Sean's third feature film, Saint Judy, is set to premiere March 1, 2019.

Saint Judy tells the true story of Los Angeles Immigration attorney Judy Wood, who single-handedly changed the United States Law of Asylum and saved countless lives in the process.

Awards and nominations
Return to Zero earned an Emmy nomination for its star, Minnie Driver, as well as Critics' Choice and Satellite Award nominations for her phenomenal performance.
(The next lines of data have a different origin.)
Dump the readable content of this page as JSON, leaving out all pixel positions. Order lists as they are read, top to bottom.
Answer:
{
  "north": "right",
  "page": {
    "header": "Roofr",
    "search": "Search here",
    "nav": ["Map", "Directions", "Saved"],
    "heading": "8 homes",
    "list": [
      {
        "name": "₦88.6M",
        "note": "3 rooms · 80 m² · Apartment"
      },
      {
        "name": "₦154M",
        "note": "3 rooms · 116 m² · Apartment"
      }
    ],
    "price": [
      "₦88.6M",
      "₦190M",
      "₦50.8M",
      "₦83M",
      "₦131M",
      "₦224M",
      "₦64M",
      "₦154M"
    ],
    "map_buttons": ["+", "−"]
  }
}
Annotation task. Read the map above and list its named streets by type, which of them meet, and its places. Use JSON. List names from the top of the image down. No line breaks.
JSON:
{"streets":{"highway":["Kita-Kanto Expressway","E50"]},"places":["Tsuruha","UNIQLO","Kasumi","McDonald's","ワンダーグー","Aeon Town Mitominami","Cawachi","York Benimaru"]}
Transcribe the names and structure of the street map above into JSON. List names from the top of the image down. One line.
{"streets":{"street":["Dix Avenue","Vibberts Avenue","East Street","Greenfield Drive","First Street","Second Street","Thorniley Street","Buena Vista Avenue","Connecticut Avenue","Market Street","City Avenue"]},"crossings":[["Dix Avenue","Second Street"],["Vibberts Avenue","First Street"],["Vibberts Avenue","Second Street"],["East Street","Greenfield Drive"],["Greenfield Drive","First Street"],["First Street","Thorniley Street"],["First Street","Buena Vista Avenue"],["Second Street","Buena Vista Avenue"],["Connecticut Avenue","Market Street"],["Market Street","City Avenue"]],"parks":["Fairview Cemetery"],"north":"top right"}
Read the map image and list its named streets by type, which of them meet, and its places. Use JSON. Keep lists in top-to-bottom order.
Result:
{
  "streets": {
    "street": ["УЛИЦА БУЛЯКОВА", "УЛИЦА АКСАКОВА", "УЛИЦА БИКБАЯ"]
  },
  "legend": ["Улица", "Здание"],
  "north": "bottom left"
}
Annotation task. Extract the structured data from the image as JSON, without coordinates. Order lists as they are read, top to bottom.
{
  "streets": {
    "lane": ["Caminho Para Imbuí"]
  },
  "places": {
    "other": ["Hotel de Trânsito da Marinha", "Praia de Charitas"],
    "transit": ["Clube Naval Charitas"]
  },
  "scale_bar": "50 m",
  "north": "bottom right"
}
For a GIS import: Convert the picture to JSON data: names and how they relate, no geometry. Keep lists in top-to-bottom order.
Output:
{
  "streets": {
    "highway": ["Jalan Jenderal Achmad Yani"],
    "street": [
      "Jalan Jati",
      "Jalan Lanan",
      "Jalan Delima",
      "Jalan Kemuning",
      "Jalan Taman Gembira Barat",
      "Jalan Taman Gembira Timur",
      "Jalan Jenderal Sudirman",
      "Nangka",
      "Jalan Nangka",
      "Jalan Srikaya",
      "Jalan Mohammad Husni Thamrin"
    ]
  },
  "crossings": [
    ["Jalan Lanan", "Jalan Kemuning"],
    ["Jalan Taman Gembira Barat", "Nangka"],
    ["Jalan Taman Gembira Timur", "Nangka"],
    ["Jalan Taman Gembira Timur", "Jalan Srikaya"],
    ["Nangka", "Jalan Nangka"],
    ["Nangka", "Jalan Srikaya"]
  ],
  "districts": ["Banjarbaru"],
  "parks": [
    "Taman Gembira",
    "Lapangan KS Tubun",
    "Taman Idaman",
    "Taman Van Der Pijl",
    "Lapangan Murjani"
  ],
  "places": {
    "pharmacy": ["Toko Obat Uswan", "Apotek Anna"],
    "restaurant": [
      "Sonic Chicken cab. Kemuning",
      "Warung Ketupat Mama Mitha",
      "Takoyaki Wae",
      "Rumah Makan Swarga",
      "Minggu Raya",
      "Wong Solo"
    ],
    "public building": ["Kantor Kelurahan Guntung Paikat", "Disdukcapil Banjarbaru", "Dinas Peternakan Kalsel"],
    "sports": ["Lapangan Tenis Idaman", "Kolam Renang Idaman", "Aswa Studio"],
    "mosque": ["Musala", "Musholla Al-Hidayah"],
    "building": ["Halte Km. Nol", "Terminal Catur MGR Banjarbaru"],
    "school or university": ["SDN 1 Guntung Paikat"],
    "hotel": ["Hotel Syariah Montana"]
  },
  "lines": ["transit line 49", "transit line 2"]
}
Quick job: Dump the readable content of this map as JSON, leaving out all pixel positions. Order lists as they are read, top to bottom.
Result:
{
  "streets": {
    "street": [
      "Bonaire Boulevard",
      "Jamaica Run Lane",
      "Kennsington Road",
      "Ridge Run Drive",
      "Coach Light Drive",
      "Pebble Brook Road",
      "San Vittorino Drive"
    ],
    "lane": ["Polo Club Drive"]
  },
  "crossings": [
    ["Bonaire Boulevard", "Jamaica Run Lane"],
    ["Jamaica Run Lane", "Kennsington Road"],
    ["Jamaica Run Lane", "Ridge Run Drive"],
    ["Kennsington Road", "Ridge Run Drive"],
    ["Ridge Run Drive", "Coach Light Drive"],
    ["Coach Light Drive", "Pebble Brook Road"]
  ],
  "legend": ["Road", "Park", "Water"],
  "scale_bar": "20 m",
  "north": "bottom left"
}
Sean received a WGA Award nomination for his screenplay, and the film won the International Press Association's Satellite Award for Best Motion Picture Made for Television.

Commercial work 
Sean also writes, directs, and produces commercials for a wide variety of international clients such as Cindy Crawford, Sofia Vergara, Eric Church, CBS, NFL, DISNEY, NCAA, Hallmark, Liz Claiborne, and Oscar De La Renta through his production company Cannonball Productions.

Education 
After studying under master film theorist David Bordwell at the University of Wisconsin, Sean completed his Master of Arts at the University of Southern California School of Cinema-Television.

References

Living people
University of Wisconsin–Madison alumni
USC School of Cinematic Arts alumni
American film producers
American screenwriters
American directors
Year of birth missing (living people)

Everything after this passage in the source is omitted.